I have had many concerns about the CEO, Chris Haigh and the Transfund investment group that now control the company, but I have remained silent for a year now in the hopes that I was wrong about my concerns and suspicions. I also wanted very much for my own stock to be worth something and to maintain the value of the stock for other investors.

I started this blog now because I have lost all faith that SVC Financial actually has a product. The blog also serves as a sort of "rough note-taking" exercise in preparation for writing a book on the subject.

As regards the company's product, I have e-mails dating back to December 2003 indicating that the company has a Tibanna-workalike product called "Mazarin." I've repeatedly asked for a review copy so that I could test it.

I keep getting the run-around and so far: no product. I have suspected for several months now that the product either did not exist or did not work as represented. I still hope I am wrong about that.

The immediate factor that sparked the blog now is the refusal of the Pocketpass board to honor their previous written commitment to compensate me with equity for the 19 months I worked for no compensation. When someone walks away from a written commitment, it calls his or her honesty into question.
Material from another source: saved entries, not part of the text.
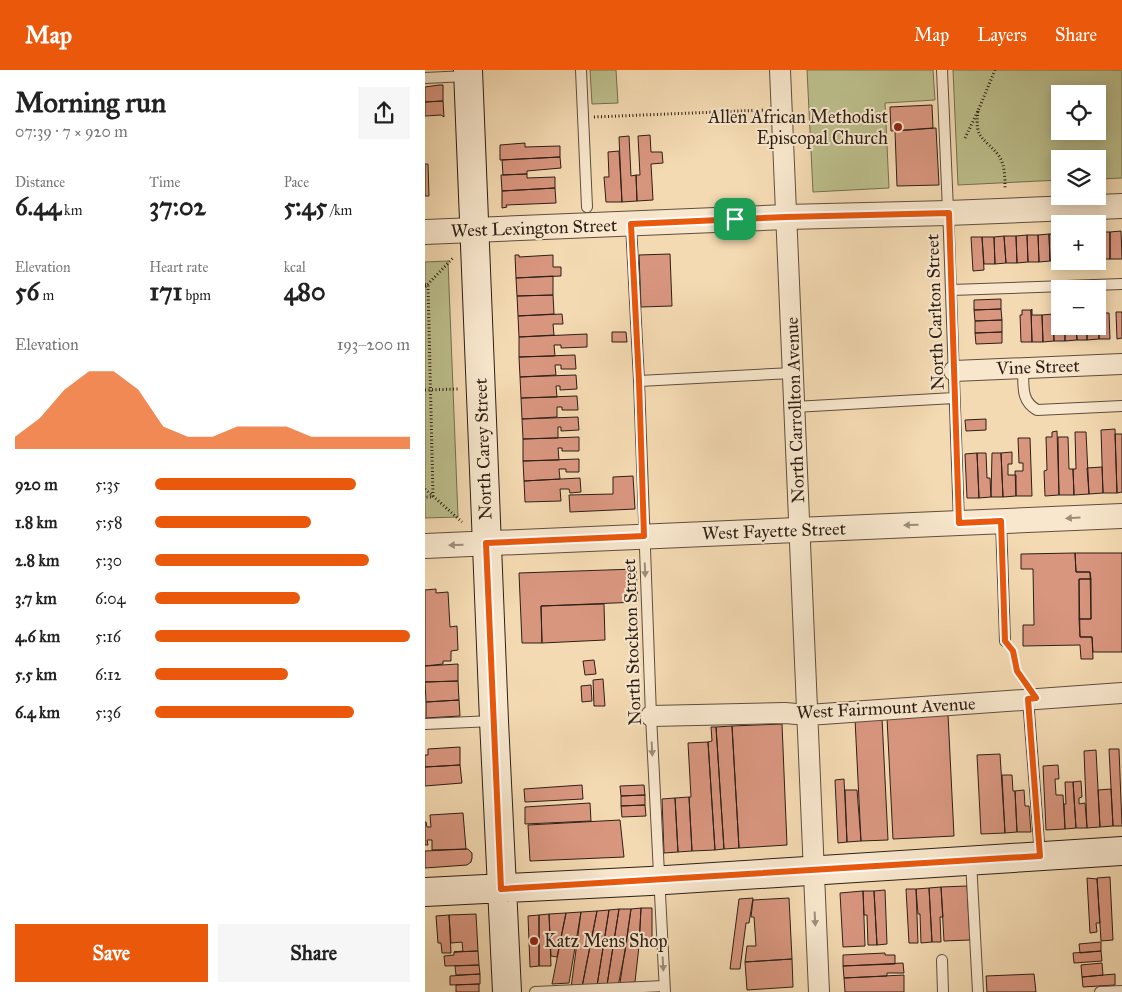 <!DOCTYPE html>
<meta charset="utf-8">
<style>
body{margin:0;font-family:"IM FELL Great Primer",serif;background:#f6f6f6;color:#222;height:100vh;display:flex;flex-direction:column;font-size:19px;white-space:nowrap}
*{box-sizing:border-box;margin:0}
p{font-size:16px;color:#767676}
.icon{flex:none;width:28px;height:28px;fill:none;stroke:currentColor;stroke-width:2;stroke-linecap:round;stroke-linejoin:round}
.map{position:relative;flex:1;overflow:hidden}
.sheet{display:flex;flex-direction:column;background:#fff;width:425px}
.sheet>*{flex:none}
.controls{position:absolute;left:626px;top:15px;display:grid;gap:10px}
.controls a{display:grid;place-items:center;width:55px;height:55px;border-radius:0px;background:#fff;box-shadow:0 2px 12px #0003;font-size:25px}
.pin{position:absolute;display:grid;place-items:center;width:42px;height:42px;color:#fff;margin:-21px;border-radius:10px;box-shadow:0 2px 8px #0006}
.round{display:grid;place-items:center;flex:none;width:52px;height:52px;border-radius:0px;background:#f6f6f6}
.headline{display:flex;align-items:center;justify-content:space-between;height:85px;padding:0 15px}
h1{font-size:28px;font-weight:700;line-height:38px}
.metrics{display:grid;grid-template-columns:repeat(3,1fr);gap:8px;height:85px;padding:5px 15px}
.metrics div{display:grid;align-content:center}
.metrics b{font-size:25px;font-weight:700}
.metrics small{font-size:14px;font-weight:400}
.metrics p{font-size:14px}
.chart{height:140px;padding:10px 15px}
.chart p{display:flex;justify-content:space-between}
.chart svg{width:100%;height:90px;margin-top:5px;fill:#ea580c;opacity:.7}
.action{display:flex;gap:10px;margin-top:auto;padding:10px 15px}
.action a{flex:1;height:58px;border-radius:0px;background:#ea580c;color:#fff;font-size:20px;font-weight:700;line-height:58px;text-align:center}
.action a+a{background:#f6f6f6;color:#222}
ul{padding:0 15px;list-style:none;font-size:16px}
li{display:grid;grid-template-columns:80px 60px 1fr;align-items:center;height:38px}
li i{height:12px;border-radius:6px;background:#ea580c}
header{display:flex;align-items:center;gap:30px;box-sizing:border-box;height:70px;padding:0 25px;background:#ea580c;color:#fff}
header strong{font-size:24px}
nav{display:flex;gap:28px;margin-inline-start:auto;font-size:18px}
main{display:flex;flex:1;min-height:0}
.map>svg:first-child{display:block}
.green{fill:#bcbf8c;stroke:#746f52;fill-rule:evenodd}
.building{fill:#d9967f;stroke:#2d1f17}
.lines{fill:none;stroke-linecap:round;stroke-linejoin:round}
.service-casing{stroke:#5f4e3e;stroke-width:12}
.minor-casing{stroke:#5f4e3e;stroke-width:22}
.tertiary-casing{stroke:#5f4e3e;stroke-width:26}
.secondary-casing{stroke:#2d1f17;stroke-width:30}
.path{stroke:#2d1f17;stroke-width:3;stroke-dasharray:1 2.5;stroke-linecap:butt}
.service{stroke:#f8e7cd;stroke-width:10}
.minor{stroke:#f8e7cd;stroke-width:20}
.tertiary{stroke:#f8e7cd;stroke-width:24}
.secondary{stroke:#f8e7cd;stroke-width:28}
.oneway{fill:#9d8d7b}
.route-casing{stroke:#fff;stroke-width:10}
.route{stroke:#ea580c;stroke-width:6}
.poi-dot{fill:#8f2418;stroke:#f8e7cd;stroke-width:2}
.labels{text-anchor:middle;stroke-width:4;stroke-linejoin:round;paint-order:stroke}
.poi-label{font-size:18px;fill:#2d1f17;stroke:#f8e7cd;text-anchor:end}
.street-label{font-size:18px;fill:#2d1f17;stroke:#f8e7cd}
</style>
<header>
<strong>Map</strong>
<nav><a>Map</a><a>Layers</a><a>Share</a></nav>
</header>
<main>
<section class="sheet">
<div class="headline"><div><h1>Morning run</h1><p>07:39 · 7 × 920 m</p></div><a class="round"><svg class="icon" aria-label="share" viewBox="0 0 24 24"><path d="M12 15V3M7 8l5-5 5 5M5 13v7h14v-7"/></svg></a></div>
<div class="metrics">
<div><p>Distance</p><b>6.44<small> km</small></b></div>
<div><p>Time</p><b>37:02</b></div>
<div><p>Pace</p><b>5:45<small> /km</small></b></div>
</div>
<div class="metrics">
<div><p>Elevation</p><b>56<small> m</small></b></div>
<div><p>Heart rate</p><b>171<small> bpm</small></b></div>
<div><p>kcal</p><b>480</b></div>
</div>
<div class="chart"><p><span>Elevation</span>193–200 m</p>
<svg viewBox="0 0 160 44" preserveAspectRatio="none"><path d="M0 44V38L10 29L20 15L30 6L40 6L50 15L60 33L70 38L80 38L90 33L100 33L110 33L120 38L130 38L140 38L150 38L160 38V44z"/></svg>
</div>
<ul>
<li><b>920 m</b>5:35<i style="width:79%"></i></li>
<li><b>1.8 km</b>5:58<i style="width:61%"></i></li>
<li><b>2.8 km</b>5:30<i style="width:84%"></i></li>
<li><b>3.7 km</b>6:04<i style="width:57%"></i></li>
<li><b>4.6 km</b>5:16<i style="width:100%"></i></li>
<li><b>5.5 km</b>6:12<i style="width:52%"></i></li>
<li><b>6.4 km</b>5:36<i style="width:78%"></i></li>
</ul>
<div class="action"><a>Save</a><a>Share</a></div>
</section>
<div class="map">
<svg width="697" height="922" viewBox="0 0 697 922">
<rect width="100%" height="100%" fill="#f4dab2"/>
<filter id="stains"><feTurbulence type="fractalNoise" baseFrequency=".004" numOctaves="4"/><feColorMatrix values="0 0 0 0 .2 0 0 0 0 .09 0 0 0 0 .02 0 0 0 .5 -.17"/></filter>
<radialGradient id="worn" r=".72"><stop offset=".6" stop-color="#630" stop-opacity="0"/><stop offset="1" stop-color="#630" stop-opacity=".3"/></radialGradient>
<path class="green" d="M165,0H191L193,33L167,34Z
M382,0H508L510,30L460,33L464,118L388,122Z
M528,0H697V108L673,109L672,89H635V110L533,115ZM635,24H672V61H635Z
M23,191L33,447L0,448V192Z"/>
<path class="building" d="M14,15H18V31L0,32V17Z
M18,31L19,47L16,45L0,46V32Z
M507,35L508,58L466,61L465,37Z
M511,58L514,115L472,116L470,61Z
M225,65L226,82H237L238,93L226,94L228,130L212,131L211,105H215L213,66Z
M204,66L206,106L211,105L212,131L197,132L194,67Z
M100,73V77L135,76V87L75,90V75Z
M194,81L197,132H181L179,107H184L183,82Z
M135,87L136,98L102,101V104L78,105L77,90Z
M0,94H3L4,126H0Z
M102,104V108L130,107V118L77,121L76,105Z
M130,118L131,133L81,135L82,137L77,138V121Z
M696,161L697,189H685V162Z
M672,162H674V189H672Z
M674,162H685V189H674Z
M624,164H634L635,191H625Z
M624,164L625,191L614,192L613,165Z
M602,165H613L614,192H603Z
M602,165L603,192L592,193L591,166Z
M579,166L581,193L570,194L569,167Z
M579,166H591L592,193H581Z
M546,167H557L559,200L548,201Z
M557,167H569L570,194H559Z
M245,184L247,236L216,237L214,185Z
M90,185H94V187L128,185V197H136V206L91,208Z
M128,206V225L92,226L91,208Z
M128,225L129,244L93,246L92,226Z
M576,229V239L549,240V230Z
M672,233H674V269L662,270V256H672Z
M576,239L577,250L550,251L549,240Z
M607,239V245H617L618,272H607L606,240Z
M597,240H606L607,272H596L595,245H597Z
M691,242H697V268L692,269Z
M674,243H684L685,269H674Z
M137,244L138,254H128L129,265L94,267L93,246Z
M628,244L629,271L618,272L617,245Z
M628,244H635V256H640V271H629Z
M577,250V262L550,263V251Z
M640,256H651L652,270L640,271Z
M651,256H662V270H652Z
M187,262H201L202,272H187Z
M577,262V273L551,274L550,263Z
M162,264V277L136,278V275H129L130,286L94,287V267Z
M150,285L151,299H136V295H130L131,305L95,307L94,287Z
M151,305L152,319L135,320V316H131L132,327L96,328L95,307Z
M152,326L153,340H137V337H132V347L97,349L96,328Z
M153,347L154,360L136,361V357H133V368L98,369L97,349Z
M561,349V360L541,361L540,350Z
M690,359L692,423H678L676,360Z
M632,361L634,425L620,426L619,401L622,400L621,367H627V362Z
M650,362H661L664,424L649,425L648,399H651Z
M690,364H697V422L692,423Z
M154,367V381H137V378H133L134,390L98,391V369Z
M633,367H643L644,399H648L649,425H634Z
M593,368H605L607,426H591L590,401H598V393H594Z
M587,382V394H583V405H591V426L578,427L576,383Z
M552,383L554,428H542L540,384Z
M552,383H561L562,408H565L566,427L554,428Z
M567,383H576L578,427H566Z
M154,389V402H141V399H134L135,409L99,411L98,391Z
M677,397L678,423L664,424L662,398Z
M208,406L210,439L145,442L144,425L188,424V407Z
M155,408L156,422L145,423L144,419H135L136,431L100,432L99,411Z
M650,483L651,502H665L666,509H654L655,567H667L668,589H656L655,575L598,576V555H609L608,499H596V484Z
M650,483H697V582H668L667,567H655L654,549H666L665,502H651Z
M211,499L213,532L116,536L117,573H97L94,503Z
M654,509H666V549H654Z
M11,519V523L23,522L25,557L32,556L33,580L26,581V591H18V594L0,596V520Z
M179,534L180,570L117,573L116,536Z
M169,590L171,604L160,605L158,591Z
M33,594V611L0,612V596Z
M178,609L180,636H169L168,610Z
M33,611L34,630L1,632L0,612Z
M166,615L167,631L157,632L156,616Z
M34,630L35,646L1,648V632Z
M523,644L529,766L468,769L462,648Z
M457,648L463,770L436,771L430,649Z
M357,654L362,775L314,778L307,656Z
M307,656L314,778L299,779L291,657Z
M286,657H291L299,779L290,780L283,672L287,671Z
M283,672L290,780L267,781L264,727H266L263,673Z
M35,677V695L0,697V685H3V679Z
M684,679H694L697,756H688Z
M671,680L675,757L662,758L659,681Z
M575,684L580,763L556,764L552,685Z
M35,695L37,713L0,716V697Z
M633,695L634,709H630L631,725H638L640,759L621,760L618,696Z
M577,705H587L588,721H590L592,762L580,763Z
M419,709L422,772L413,773L410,710Z
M656,711L657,727L654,728V734L660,733L662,758H651L648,712Z
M640,712H648L651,758L640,759L639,734H641Z
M157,715L158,729L100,732L99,719Z
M219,715L220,725L196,726L195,716Z
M686,719L688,756L675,757L673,720Z
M420,720H432L436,771L422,772Z
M599,720L600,736H604L606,762H592L590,721Z
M220,725V735L196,736V726Z
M264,727L267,781L253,782L250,728Z
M250,728L253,782L239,783L237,729Z
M165,733L166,751L100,754V737Z
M220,735L221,746L197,747L196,736Z
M38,743L41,779L7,780V770H2L3,775H0V752H1L2,757H6L5,745Z
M195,750L199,787L105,791L103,755Z
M43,779L47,783V788L46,792L42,795L0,798V781Z
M685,807L688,870L676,871L672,808Z
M662,808L672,809L675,853H671L672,862L665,863Z
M542,816L545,870L519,871L516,817Z
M516,817L518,847H515L516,872H507L504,818Z
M504,818L507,872L496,873L495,844H493L491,819Z
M481,819H491L493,873H484Z
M460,820L462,874L452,875L449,821Z
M438,821L440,876L418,877L415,823Z
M438,821H449L452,875H443L442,845H439Z
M328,828L324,853H321L315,899H305L314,829Z
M364,828L367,889L320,892L322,876H331L329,847H326L328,830Z
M216,838L214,876L210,912L195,913L206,839Z
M216,838H227V877L214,876Z
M194,839H206L200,882L193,916L182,915Z
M194,839L182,915L172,916L184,840Z
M184,840L172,916L157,917L172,841Z
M172,841L157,917L146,918L156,842Z
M156,842L144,913L127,914L141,843Z
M141,843L132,887L126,886L124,844Z
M51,844L53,881L29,882L38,881L37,872L26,873L24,845Z
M124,844L126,896H114V845Z
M24,845L26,883H17L16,873H13L11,846Z
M114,845V896L105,897L103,846Z
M676,872V881L655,883L654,874Z
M53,881L54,895L20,896L19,886L29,885V882Z
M676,881L677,891L649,893L648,883Z
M460,883V885H470V894L418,896V885Z
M367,889L368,917L322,920L320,892Z
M478,893L479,903H462V906L419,908L418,896Z
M677,893L678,905L657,907L656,895Z
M54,895L55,904L31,905L30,896Z
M55,904V914L25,915V906Z
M609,904L611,922H562L561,906Z
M690,904V915L658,917L657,907Z
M479,905V922H420L419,908Z
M54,914V922H31V915Z"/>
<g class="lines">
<g class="service-casing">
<path id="service" d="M156,0L162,137
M517,0L524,164L534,453
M0,8L42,6
M206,154L214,311L226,646L240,922
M526,220L697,214
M598,298C599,315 595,330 612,340L697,336
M214,311L368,303
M369,337L529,328
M576,451L580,571
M603,629L615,785
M0,654L68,651
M546,791L553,922
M517,890L518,922
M110,922L239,916
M675,922L697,921"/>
</g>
<g class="minor-casing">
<path id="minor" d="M355,0L394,922
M529,301L697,294
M226,646L360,643L383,645L697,623"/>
</g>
<g class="tertiary-casing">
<path id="tertiary" d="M0,162L361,147L523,143L697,136
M0,476L697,446"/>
</g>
<g class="secondary-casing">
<path id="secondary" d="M43,0L69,651L82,922
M0,822L225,811L697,781"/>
</g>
<path class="path" d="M553,41C549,71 560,67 574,86C580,95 580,108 580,118
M169,47L340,40
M540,68L553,41L570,0
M0,215H3L8,427H0
M0,217L28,188
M0,320L33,319
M0,419L37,452
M588,581L592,601L599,612"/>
<use href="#service" class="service"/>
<use href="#minor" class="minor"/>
<use href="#tertiary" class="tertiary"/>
<use href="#secondary" class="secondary"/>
</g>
<defs><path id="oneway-solid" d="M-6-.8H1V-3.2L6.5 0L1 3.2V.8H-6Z" transform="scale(1.25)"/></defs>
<g class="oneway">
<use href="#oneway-solid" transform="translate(648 448) rotate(177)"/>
<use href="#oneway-solid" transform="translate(486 455) rotate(178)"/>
<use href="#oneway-solid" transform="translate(31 475) rotate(178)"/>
<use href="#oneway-solid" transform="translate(220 500) rotate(88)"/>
<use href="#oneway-solid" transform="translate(227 679) rotate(87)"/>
<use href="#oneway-solid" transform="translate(390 849) rotate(87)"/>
<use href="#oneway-solid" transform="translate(238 894) rotate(87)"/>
</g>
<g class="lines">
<g class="route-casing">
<path id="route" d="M524,143L534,453L576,451L580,571L588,581L592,601L611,628L603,629L615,786L76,819L61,473L219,466L214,311L206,154L361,147Z"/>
</g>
<use href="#route" class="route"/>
</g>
<g class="poi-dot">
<circle cx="473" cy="57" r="5"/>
<circle cx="109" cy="871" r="5"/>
</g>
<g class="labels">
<g class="poi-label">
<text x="463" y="53">Allen African Methodist<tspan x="463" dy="21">Episcopal Church</tspan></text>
<text x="119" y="877" text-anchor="start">Katz Mens Shop</text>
</g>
<g class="street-label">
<text transform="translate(109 158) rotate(-2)" y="6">West Lexington Street</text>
<text transform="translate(510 242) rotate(-92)" y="6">North Carlton Street</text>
<text transform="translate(613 297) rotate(-2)" y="6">Vine Street</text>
<text transform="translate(370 340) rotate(-92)" y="6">North Carrollton Avenue</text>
<text transform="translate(58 379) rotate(-92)" y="6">North Carey Street</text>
<text transform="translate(349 461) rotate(-2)" y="6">West Fayette Street</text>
<text transform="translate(207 572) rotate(-92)" y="6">North Stockton Street</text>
<text transform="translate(461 638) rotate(-3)" y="6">West Fairmount Avenue</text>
</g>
</g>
<rect width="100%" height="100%" filter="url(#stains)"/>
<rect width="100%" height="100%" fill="url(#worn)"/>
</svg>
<div class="controls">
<a><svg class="icon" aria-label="locate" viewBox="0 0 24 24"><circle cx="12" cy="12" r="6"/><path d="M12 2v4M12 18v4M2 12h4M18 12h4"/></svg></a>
<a><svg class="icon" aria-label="layers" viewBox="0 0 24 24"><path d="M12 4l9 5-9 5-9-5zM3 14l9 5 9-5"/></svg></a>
<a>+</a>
<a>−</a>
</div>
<div class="pin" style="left:310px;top:149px;background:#1e9e55"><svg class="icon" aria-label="arrive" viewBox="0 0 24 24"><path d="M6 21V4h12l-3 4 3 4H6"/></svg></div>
</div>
</main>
In addition, while SVC Financial has reportedly received additional funds in the past year, they have failed to pay anything toward the thousands of dollars in out-of-pocket expenses my wife and I are owed, nor have they done anything about paying on a $13,500 promissory note for money we loaned the company on March 3, 2003 and which they defaulted on in May 2003.

Significantly, Megan and I scraped up that cash and continued to pay for expenses upon the repeated emailed assurances from Transfund that the funding they had promised a number of months before would arrive before the note went into default.

That funding never arrived. Indeed, during this time period and stretching back several months (I'll detail these in future posts), Pocketpass's company counsel, Dan Eng and I disagreed with a number of things that I was asked to do as CEO, especially the demands for rosy-slanted news releases at a time when the company had no money and was in imminent danger of shutting down.

Again, I will describe these in future posts, but I think my resistance to these demands is what resulted in Transfund strangling the company to install a new CEO.